▸ Assignment: Wherever the string "JSON" occurs in a line of these records, report that line.
··· Extracted records ···
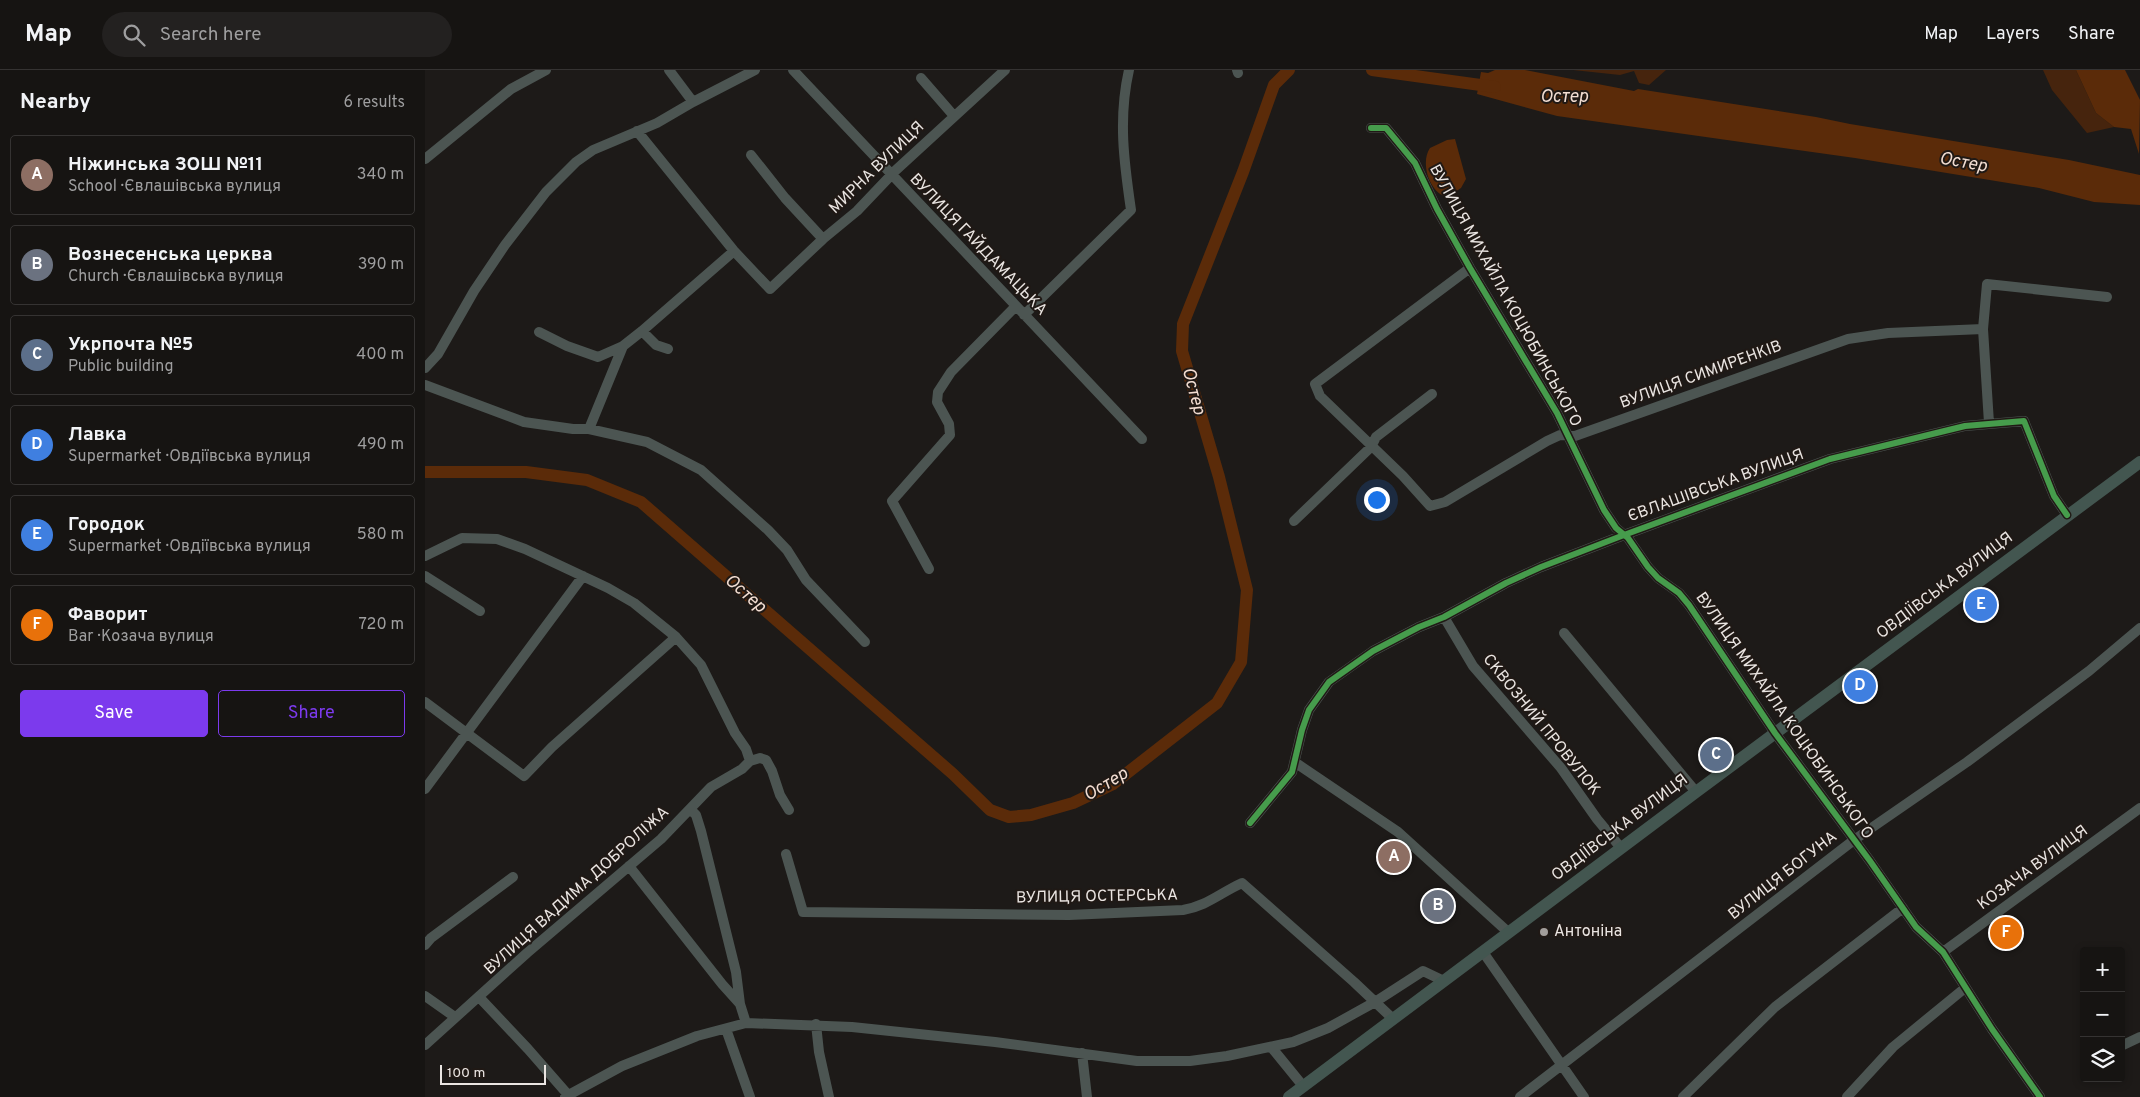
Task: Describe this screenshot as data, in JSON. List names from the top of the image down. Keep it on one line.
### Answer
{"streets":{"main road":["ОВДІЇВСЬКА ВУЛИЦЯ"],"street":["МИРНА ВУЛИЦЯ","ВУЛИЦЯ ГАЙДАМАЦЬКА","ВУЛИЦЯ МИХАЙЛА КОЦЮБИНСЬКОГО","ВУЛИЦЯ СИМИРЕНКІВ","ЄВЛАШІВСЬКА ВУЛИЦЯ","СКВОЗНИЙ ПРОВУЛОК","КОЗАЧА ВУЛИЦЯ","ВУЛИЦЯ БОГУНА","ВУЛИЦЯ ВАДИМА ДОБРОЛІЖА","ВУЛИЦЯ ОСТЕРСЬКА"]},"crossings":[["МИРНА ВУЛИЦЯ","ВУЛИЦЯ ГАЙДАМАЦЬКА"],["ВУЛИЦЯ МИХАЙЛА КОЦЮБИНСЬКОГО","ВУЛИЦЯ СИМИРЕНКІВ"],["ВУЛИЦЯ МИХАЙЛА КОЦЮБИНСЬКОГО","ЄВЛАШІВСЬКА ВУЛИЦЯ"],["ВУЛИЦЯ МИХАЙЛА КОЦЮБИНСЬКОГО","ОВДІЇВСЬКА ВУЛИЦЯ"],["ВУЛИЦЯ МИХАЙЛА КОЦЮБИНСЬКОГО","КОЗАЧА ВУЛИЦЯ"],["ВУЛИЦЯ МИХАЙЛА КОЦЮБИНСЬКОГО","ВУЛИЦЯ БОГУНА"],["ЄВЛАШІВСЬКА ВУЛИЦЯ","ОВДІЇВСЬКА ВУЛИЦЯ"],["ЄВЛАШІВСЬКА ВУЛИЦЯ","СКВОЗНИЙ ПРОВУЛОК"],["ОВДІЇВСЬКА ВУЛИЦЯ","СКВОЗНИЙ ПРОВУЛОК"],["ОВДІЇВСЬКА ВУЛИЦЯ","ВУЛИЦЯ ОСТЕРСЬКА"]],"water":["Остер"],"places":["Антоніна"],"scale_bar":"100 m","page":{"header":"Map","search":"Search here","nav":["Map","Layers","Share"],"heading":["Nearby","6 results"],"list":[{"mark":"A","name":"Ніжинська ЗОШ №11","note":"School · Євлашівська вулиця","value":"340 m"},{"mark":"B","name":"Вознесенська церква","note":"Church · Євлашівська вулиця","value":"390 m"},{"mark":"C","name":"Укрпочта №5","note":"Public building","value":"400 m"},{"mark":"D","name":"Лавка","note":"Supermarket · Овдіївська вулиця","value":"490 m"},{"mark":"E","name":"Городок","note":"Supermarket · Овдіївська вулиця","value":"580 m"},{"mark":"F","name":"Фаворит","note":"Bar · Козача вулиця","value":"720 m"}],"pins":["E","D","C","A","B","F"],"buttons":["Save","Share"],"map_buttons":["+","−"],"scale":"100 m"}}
···
··· Extracted records ···
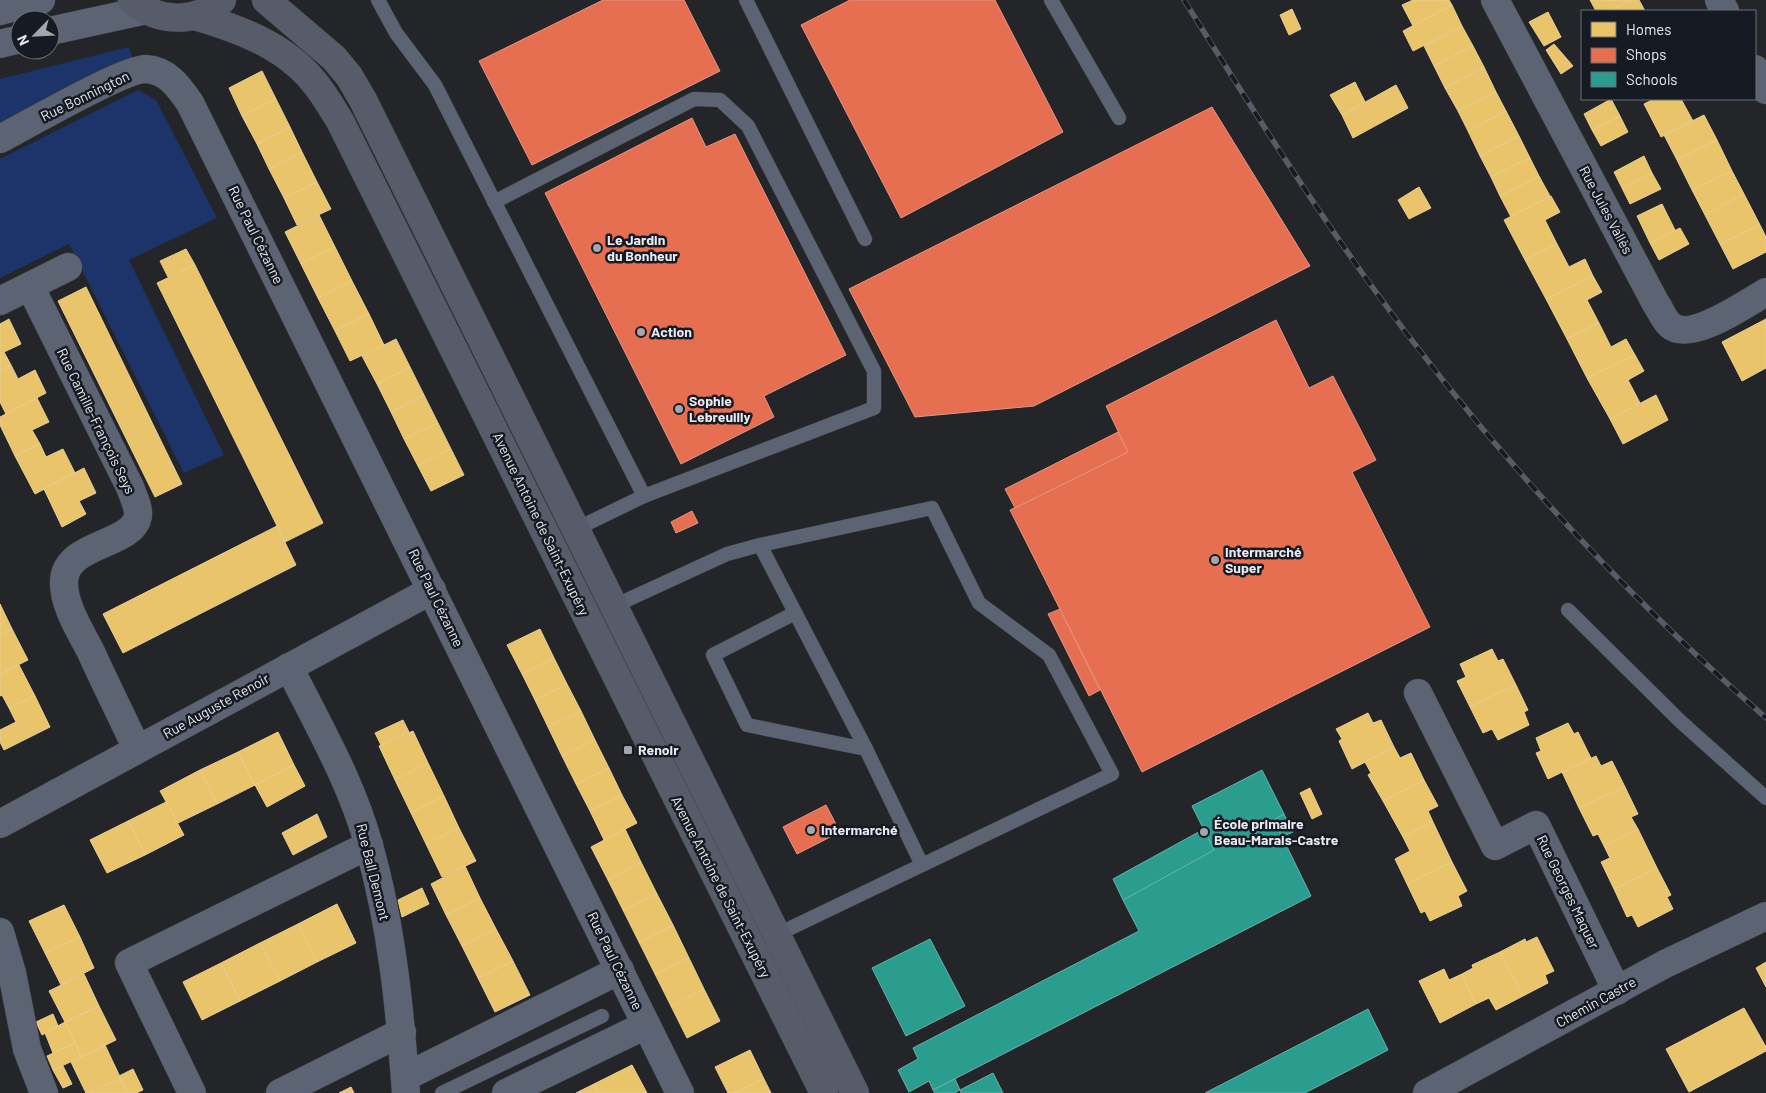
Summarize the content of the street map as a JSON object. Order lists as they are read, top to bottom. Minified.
···
▸ Reply to the exercise:
Task: Describe this screenshot as data, in JSON. List names from the top of the image down. Keep it on one line.
Summarize the content of the street map as a JSON object. Order lists as they are read, top to bottom. Minified.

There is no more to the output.